Administratively, Târnava-Mare County was divided originally into four districts (plăși):
1. Plasa Agnita, headquartered at Agnita
2. Plasa Mediaș, headquartered at Mediaș
3. Plasa Rupea, headquartered at Rupea
4. Plasa Sighișoara, headquartered at Sighișoara

Later, a fifth district was added:

- Plasa Șeica Mare, headquartered at Șeica Mare

Târnava Mare County contained two urban municipalities (cities): Sighișoara (county capital) and Mediaș.

==Population==
According to the 1930 census, the county counted 147,994 inhabitants, of which 44.8% were Romanians, 39.7% Germans, 11.8% Hungarians, 2.6% Romanies, and other smaller minorities.
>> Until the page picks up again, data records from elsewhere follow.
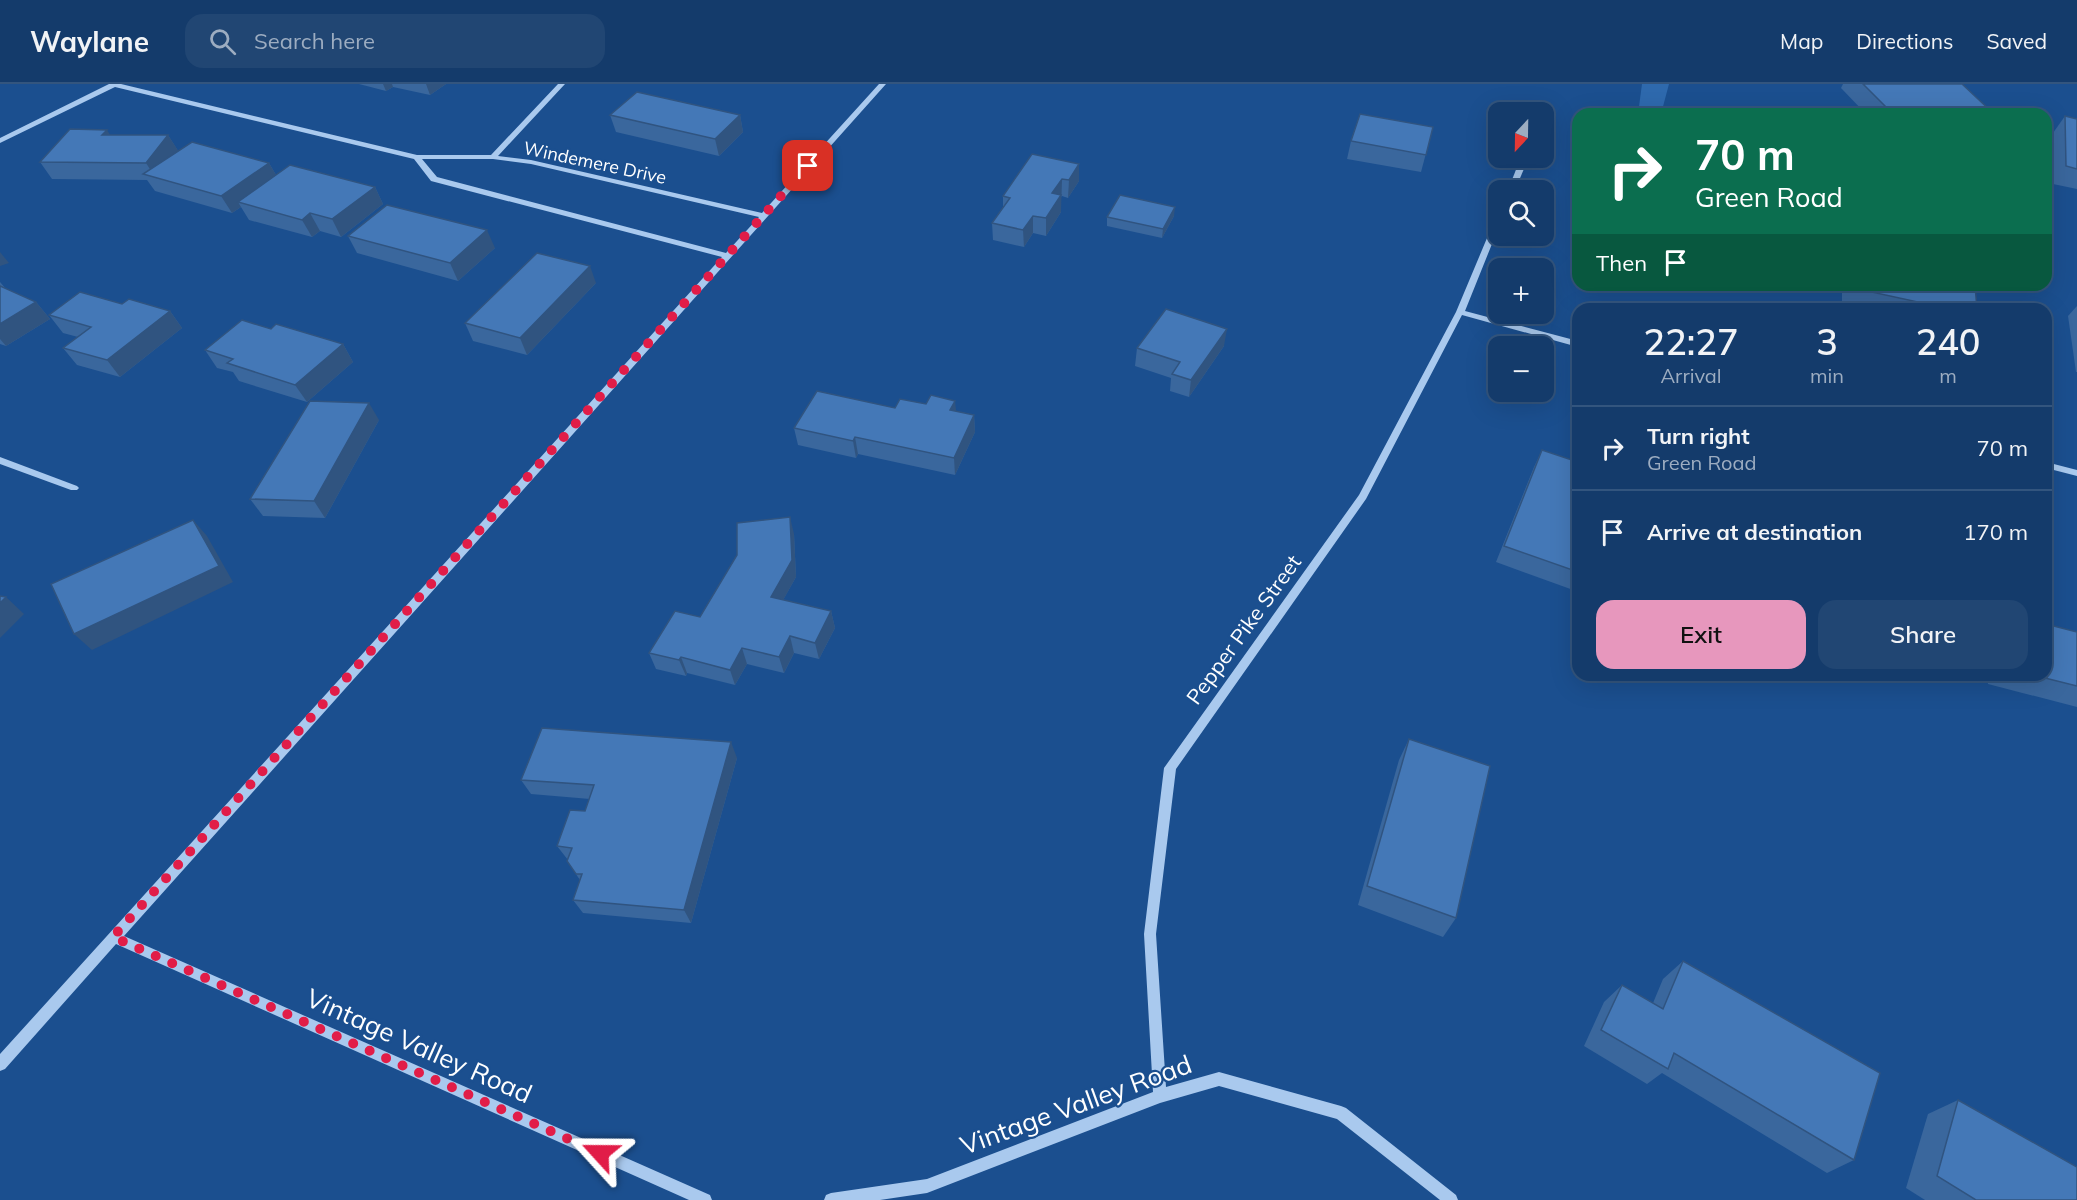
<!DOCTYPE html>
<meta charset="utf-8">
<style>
:root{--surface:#143b6b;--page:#214673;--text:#f1f3f6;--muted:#9dadc1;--line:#33557e;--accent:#e797bd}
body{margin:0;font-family:Mulish,sans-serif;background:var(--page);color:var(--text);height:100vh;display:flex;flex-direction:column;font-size:22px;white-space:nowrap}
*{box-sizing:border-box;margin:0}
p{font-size:20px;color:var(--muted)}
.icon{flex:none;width:33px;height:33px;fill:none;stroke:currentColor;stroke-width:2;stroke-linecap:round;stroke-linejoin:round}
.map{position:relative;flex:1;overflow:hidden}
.panel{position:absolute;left:1572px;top:219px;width:480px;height:378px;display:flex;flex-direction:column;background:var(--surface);border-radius:18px;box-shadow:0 6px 24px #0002,0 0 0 2px var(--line)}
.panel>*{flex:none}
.hud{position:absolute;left:1572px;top:24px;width:480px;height:183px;border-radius:18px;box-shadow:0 6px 24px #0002,0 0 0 2px var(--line);background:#0b6e4f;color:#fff;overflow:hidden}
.needle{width:39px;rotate:202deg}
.fabs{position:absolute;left:1488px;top:18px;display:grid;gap:12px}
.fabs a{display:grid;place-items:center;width:66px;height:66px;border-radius:12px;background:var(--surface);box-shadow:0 6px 24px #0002,0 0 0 2px var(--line);font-size:30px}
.pin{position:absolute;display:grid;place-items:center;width:51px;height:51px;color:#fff;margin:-26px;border-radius:12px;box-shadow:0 3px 9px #0006}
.me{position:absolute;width:66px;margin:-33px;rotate:294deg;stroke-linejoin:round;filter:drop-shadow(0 0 4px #0008)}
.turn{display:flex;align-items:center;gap:21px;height:126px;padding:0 24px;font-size:27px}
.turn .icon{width:78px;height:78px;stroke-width:2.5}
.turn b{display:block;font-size:42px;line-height:51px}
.then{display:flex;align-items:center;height:57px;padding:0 24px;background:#0003;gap:12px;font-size:22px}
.eta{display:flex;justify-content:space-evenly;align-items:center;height:102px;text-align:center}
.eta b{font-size:36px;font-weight:600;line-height:42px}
.button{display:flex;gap:12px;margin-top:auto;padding:12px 24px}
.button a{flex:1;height:69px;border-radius:18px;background:var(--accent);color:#111;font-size:24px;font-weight:600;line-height:69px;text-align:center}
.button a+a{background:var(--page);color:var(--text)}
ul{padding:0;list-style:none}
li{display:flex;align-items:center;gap:18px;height:84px;padding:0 24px;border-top:2px solid var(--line)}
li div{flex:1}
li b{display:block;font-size:22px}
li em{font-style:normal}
header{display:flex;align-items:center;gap:36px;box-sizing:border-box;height:84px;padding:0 30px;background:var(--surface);border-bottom:2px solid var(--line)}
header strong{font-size:28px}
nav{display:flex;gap:33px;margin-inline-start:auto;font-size:21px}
.search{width:420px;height:54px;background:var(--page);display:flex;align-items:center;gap:15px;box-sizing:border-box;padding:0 21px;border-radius:18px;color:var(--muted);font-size:22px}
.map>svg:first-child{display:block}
.green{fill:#2e69ad}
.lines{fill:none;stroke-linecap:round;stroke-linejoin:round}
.minor{fill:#a9c9ee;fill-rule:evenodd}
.wall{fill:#3a679d}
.shaded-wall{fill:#305480}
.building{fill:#4478b7;stroke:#305480;stroke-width:1.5}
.route{stroke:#e11d48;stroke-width:10;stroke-dasharray:0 18}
.labels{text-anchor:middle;stroke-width:4.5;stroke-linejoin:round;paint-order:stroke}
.far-street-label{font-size:18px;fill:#fff;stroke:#1b4f8f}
.street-label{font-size:21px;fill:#fff;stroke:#1b4f8f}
.near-street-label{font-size:26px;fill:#fff;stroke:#1b4f8f}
</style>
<header>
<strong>Waylane</strong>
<div class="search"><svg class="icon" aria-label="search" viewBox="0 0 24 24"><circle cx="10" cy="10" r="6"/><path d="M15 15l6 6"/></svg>Search here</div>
<nav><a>Map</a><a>Directions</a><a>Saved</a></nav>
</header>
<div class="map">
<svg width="2077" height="1116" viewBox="0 0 2077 1116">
<rect width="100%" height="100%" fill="#1b4f8f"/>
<path class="green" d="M1642 0H1669L1661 30H1638Z"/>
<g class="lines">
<g class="minor">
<path d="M109 0H121L417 71H491L558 0H565L498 72 531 76 762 129 879 0H886L124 852 710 1111 712 1116H689L116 860 5 985 0 987V970L722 173 431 97 414 75 115 3 0 59V54ZM422 75H493L531 80 759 133 726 169 437 93Z"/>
<path d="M1519 78 1526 80 1515 106H1508Z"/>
<path d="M1495 135H1498V145L1465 227 1578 257V263L1462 231 1366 415 1176 685 1156 850 1166 1003 1219 988 1341 1022 1346 1024 1456 1111 1458 1116H1440L1337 1035 1219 1002 1160 1019 927 1109 880 1116H824L826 1111 831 1109 927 1095 1153 1008 1144 850 1164 684 1359 411 1456 228Z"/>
<path d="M0 373 77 402 79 404 77 406H71L0 380Z"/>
<path d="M2046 378 2077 386V392L2046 384Z"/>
</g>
</g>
<g class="wall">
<path d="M359 0H446L430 11 393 3 386 7Z"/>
<path d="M1843 0H1962L1994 30H1866L1841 4Z"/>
<path d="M610 31H740L743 48 719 72 616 48Z"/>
<path d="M2065 32 2077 35V105L2053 100V49Z"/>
<path d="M1433 43 1421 88 1347 75 1351 57Z"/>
<path d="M110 51H168L178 67 269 79 276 91 375 103 383 120 341 153 320 147 312 153 249 136 241 123 232 129 155 107 147 96 52 95 40 78Z"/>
<path d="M1079 80V97L1068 114 1062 112 1061 113V128L1046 152 1033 149 1024 163 993 156 992 139 1003 123V112Z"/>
<path d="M1174 132 1162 154 1107 142V133Z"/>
<path d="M348 152 495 164 458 197 357 169Z"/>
<path d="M0 198 6 205 36 218 50 235 6 262 0 260Z"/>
<path d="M596 199 527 271 473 257 465 239Z"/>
<path d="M1842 201H1975L1977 225H1858L1842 221Z"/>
<path d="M122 220 170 227 182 244 120 293 77 281 63 264 78 253 63 249 49 231Z"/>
<path d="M2077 222V288H2076L2068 232Z"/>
<path d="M271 245 343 260 353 278 307 318 239 297 233 288 217 284 205 266Z"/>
<path d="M1224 262 1189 313 1170 307 1171 294 1135 282 1137 264Z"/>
<path d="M956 327 974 331 975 348 955 391 858 370 856 374 798 361 794 344Z"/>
<path d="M379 336 325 434 263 432 250 415Z"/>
<path d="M1542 366 1578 378V504L1576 507 1496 478 1534 383Z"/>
<path d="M794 450 796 493 783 516 831 527 835 544 819 575 794 569 784 589 747 580 735 601 687 589 686 592 656 585 649 569 700 533Z"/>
<path d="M2077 548V623L1988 600 1987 591H2046Z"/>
<path d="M1409 655 1456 834 1443 853 1358 821 1399 676Z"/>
<path d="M737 674 691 839 583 829 573 816 580 796 567 777 568 776 557 762 585 727 590 715 531 710 521 696Z"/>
<path d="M1683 877 1854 1076 1827 1089 1662 989 1647 1000 1584 962 1604 918 1622 901 1653 919 1663 895Z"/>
<path d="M1958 1016 2077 1116H1925L1906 1104 1928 1030Z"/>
</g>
<g class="shaded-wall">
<path d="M383 0H392L393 3 386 7Z"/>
<path d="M426 0H446L430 11Z"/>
<path d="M740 31 743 48 719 72 715 55Z"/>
<path d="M107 46 118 63 102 51Z"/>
<path d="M168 51 179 68 155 93 146 79Z"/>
<path d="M269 79 279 96 238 118 241 123 232 129 221 112Z"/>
<path d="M1079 80V97L1068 114 1069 96Z"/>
<path d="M1062 95 1061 128 1046 152V134L1052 109Z"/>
<path d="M375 103 383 120 341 153 332 135Z"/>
<path d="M1175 123 1174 132 1162 154 1163 145Z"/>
<path d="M310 129 320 147 312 153 302 136Z"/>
<path d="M1033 132V149L1024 163 1023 146Z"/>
<path d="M487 146 495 164 458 197 450 179Z"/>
<path d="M0 168 9 179 0 182Z"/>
<path d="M590 182 596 199 527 271 520 254Z"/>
<path d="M36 218 50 235 6 262 0 255V240Z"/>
<path d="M170 227 182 244 120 293 107 276Z"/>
<path d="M1227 245 1224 262 1189 313 1191 296Z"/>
<path d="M343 260 353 278 307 318 295 301Z"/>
<path d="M955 317 957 334 950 326Z"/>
<path d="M369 319 379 336 325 434 314 417Z"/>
<path d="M974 331 975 348 955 391 954 374Z"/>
<path d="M855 353 858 370 856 374 853 357Z"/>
<path d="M790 433 794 450 796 493 776 529 771 513Z"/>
<path d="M193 436 207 452 233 498 92 566 74 550Z"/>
<path d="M6 513 24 530 0 554V519Z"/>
<path d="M831 527 835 544 819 575 815 559Z"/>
<path d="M790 552 794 569 784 589 779 573Z"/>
<path d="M742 564 747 580 735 601 730 586Z"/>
<path d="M681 573 687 589 686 592 679 576Z"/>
<path d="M731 658 737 674 691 839 684 826Z"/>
</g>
<g class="building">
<path d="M1863 0H1962L1994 30H1893Z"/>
<path d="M637 8 740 31 715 55 610 31Z"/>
<path d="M1360 30 1433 43 1426 71 1351 57Z"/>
<path d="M2065 32 2077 35V85L2066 82Z"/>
<path d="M70 45 107 46 102 51H168L146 79 40 78Z"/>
<path d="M192 58 269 79 221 112 143 90Z"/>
<path d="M1032 70 1079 80 1069 96 1062 95 1052 109 1061 111 1046 134 1033 132 1023 146 992 139 1010 114 1003 112Z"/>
<path d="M290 81 375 103 332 135 310 129 302 136 238 118Z"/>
<path d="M1120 111 1175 123 1163 145 1107 133Z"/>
<path d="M387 121 487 146 450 179 348 152Z"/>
<path d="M537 169 590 182 520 254 465 239Z"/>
<path d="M1853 201H1975L1977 225H1950L1853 204Z"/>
<path d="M0 202 36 218 0 240Z"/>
<path d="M80 208 122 220 129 215 170 227 107 276 63 264 91 243 49 231Z"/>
<path d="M1166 225 1227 245 1191 296 1172 290 1180 278 1137 264Z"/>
<path d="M242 236 271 245 276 240 343 260 295 301 227 279 233 275 205 266Z"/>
<path d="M817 307 895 324 900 315 926 320 931 311 955 317 950 326 974 331 954 374 855 353 853 357 794 344Z"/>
<path d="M310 317 369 319 314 417 250 415Z"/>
<path d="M1542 366 1578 378V488L1504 462Z"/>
<path d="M790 433 792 476 771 513 831 527 815 559 790 552 779 573 742 564 730 586 681 573 679 576 649 569 675 527 700 533 737 471V439Z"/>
<path d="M193 436 219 482 74 550 51 500Z"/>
<path d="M0 512 6 513 0 519Z"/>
<path d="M2046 540 2077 548V602L2033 591H2046Z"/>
<path d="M542 644 731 658 684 826 573 816 582 790H576L567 777 572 764 557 762 570 726 585 727 594 701 521 696Z"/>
<path d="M1409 655 1490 682 1456 834 1367 802Z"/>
<path d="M1683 877 1880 989 1854 1076 1674 969 1668 985 1601 946 1622 901 1663 925Z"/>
<path d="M1958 1016 2077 1083V1116H1976L1937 1092Z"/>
</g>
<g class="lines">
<path class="route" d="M600 1069 113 853 808 82"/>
</g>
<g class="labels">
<g class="far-street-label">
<text transform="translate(595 79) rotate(12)" y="6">Windemere Drive</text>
</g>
<g class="street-label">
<text transform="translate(1244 546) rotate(-54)" y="7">Pepper Pike Street</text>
</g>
<g class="near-street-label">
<text transform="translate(419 962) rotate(24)" y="9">Vintage Valley Road</text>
<text transform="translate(1076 1021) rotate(-20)" y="9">Vintage Valley Road</text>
</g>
</g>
</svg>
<div class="fabs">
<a><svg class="needle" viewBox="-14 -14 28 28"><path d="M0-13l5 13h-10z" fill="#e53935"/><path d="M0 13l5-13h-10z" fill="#9dadc1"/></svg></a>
<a><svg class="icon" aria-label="search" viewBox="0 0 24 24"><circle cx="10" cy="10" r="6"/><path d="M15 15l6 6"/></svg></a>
<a>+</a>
<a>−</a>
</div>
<div class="pin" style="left:808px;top:82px;background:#d93025"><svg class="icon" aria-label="arrive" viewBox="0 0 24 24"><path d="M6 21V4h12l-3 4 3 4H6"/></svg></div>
<svg class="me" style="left:600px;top:1069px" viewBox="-20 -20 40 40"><path d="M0-17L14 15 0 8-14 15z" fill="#e11d48" stroke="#fff" stroke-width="4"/></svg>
<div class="hud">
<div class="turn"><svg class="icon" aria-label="right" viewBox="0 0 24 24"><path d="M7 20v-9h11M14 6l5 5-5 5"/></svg><div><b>70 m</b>Green Road</div></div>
<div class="then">Then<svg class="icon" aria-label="arrive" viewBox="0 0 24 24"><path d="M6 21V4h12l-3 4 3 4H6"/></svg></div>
</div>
<section class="panel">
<div class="eta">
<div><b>22:27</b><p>Arrival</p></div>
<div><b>3</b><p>min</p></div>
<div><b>240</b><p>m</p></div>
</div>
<ul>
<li><svg class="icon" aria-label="right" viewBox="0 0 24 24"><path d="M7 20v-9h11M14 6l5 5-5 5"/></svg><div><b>Turn right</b><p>Green Road</p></div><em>70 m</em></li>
<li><svg class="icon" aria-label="arrive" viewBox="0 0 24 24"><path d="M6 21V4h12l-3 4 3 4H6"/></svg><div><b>Arrive at destination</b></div><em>170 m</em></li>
</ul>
<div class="button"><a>Exit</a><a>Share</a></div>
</section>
</div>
From a religious point of view, the population was divided as follows: Lutheran (39.2%), followed by Eastern Orthodox (36.6%), Greek Catholic (10.4%), Reformed (6.2%), Roman Catholic (4.5%), and other smaller minorities.

===Urban population===
The urban population consisted of Germans (39.3%), Romanians (30.0%), Hungarians (23.7%), and other smaller minorities. From the religious point of view, the urban population was made up of Lutheran (36.2%), Eastern Orthodox (23.2%), Roman Catholic (15.2%), Reformed (10.4%), Greek Catholic (7.8%), and other smaller denominations.